June 29, 2005

Gratuitous Beethoven Bashing

Beethoven was a narcissistic hooligan, so says one Dylan Evans in the Guardian.

Well, up to a point, Lord Copper.

The trouble with the article is that there is a germ of truth in much of what Evans says - about the introduction and eventual championship of the personal element, for instance - the replacement of the artisan by the artiste - that characterized the rise of the Romantic movement. But he makes his points with all the subtly of carpet-bombing:

Hazlewood claims, in his BBC2 series, that music "grew up" with Beethoven; but it would be more accurate to say that it regressed back into a state of sullen adolescence. Even when he uses older forms, such as the fugue, Beethoven twists them into cruel and angry parodies. The result is often fiercely dissonant, with abrupt changes in style occurring from one movement to another, or even in the same movement. Hazlewood is right to describe Beethoven as a "hooligan", but this is hardly a virtue.

With rhetoric like this, any legitimate criticism Evans offers simply gets lost in the blast.

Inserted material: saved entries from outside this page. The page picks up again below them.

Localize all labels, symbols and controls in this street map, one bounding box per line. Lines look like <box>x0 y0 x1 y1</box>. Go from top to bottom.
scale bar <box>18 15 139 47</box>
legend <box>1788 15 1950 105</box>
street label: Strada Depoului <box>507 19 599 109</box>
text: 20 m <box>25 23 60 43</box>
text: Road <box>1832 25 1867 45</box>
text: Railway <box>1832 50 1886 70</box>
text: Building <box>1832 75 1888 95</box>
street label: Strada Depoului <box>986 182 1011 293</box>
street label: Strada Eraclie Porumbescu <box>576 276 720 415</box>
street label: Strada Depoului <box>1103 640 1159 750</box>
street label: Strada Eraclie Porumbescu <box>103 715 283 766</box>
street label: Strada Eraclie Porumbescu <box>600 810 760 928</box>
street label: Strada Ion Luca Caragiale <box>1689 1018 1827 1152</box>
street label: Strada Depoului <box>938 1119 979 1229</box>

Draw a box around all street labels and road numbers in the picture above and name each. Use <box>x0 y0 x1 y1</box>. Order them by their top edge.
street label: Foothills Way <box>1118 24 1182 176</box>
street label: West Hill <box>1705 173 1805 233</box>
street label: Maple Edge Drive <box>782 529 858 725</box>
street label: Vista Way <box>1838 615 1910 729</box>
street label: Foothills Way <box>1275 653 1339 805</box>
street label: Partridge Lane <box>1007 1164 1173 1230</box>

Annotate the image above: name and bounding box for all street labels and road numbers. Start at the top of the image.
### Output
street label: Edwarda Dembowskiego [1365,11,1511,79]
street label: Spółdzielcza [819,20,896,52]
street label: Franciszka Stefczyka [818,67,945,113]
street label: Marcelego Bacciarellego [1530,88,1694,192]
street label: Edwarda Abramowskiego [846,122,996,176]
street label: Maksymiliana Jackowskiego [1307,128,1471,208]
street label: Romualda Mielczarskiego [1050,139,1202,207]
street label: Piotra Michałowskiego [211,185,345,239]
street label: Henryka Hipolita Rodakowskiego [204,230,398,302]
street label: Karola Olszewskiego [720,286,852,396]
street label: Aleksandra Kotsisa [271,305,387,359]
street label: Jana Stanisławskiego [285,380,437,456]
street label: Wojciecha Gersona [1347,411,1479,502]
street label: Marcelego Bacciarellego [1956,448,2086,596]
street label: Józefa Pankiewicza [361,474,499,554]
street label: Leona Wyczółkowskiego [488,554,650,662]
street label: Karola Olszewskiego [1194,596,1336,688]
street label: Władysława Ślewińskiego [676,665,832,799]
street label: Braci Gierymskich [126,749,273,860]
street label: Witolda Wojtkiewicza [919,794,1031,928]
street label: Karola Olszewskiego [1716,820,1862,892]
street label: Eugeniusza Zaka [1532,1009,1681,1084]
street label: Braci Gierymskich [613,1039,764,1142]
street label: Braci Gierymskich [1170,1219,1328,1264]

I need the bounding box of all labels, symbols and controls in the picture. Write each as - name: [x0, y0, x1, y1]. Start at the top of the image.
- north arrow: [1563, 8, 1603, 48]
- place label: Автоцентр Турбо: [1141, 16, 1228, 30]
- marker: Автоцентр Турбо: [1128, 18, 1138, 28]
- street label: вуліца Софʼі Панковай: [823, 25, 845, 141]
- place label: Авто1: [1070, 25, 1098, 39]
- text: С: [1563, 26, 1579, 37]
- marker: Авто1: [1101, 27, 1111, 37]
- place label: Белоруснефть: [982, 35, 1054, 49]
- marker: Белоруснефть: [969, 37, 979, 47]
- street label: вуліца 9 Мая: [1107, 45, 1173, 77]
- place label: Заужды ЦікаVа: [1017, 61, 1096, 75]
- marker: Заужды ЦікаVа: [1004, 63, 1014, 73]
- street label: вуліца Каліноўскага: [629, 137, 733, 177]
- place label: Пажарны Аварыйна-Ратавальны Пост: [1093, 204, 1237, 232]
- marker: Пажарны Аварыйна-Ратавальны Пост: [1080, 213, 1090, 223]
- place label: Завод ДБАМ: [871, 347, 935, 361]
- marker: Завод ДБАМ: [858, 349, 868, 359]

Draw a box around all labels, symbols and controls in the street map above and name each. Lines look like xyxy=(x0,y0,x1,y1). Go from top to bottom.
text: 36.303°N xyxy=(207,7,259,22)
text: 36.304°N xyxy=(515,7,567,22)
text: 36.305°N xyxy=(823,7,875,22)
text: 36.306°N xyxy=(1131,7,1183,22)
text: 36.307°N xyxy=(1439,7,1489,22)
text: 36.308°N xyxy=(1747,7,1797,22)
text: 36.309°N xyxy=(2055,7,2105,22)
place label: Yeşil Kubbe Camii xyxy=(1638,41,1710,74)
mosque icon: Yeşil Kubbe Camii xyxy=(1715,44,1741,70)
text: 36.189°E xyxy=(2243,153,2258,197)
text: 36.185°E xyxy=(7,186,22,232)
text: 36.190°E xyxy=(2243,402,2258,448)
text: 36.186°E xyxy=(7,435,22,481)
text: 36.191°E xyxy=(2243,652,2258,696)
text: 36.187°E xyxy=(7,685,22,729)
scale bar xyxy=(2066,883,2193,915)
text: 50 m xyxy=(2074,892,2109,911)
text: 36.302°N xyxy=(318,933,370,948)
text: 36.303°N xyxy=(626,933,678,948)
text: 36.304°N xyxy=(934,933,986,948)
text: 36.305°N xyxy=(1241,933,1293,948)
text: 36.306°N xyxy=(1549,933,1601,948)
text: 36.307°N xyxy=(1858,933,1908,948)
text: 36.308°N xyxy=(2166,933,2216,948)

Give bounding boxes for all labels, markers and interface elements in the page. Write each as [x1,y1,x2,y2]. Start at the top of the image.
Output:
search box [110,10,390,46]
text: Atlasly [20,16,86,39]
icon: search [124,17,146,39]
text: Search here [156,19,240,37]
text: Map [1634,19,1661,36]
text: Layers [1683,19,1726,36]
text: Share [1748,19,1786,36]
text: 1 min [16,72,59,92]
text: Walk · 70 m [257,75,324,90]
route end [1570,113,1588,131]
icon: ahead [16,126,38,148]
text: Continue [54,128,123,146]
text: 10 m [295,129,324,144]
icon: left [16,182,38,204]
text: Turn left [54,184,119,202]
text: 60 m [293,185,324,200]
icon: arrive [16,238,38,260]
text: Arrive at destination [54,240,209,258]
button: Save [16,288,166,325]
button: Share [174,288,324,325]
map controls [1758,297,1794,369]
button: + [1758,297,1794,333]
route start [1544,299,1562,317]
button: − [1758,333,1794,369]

Beethoven certainly changed the way that people thought about music, but this change was a change for the worse. From the speculations of Pythagoras about the "music of the spheres" in ancient Greece onwards, most western musicians had agreed that musical beauty was based on a mysterious connection between sound and mathematics, and that this provided music with an objective goal, something that transcended the individual composer's idiosyncrasies and aspired to the universal. Beethoven managed to put an end to this noble tradition by inaugurating a barbaric U-turn away from an other-directed music to an inward-directed, narcissistic focus on the composer himself and his own tortured soul.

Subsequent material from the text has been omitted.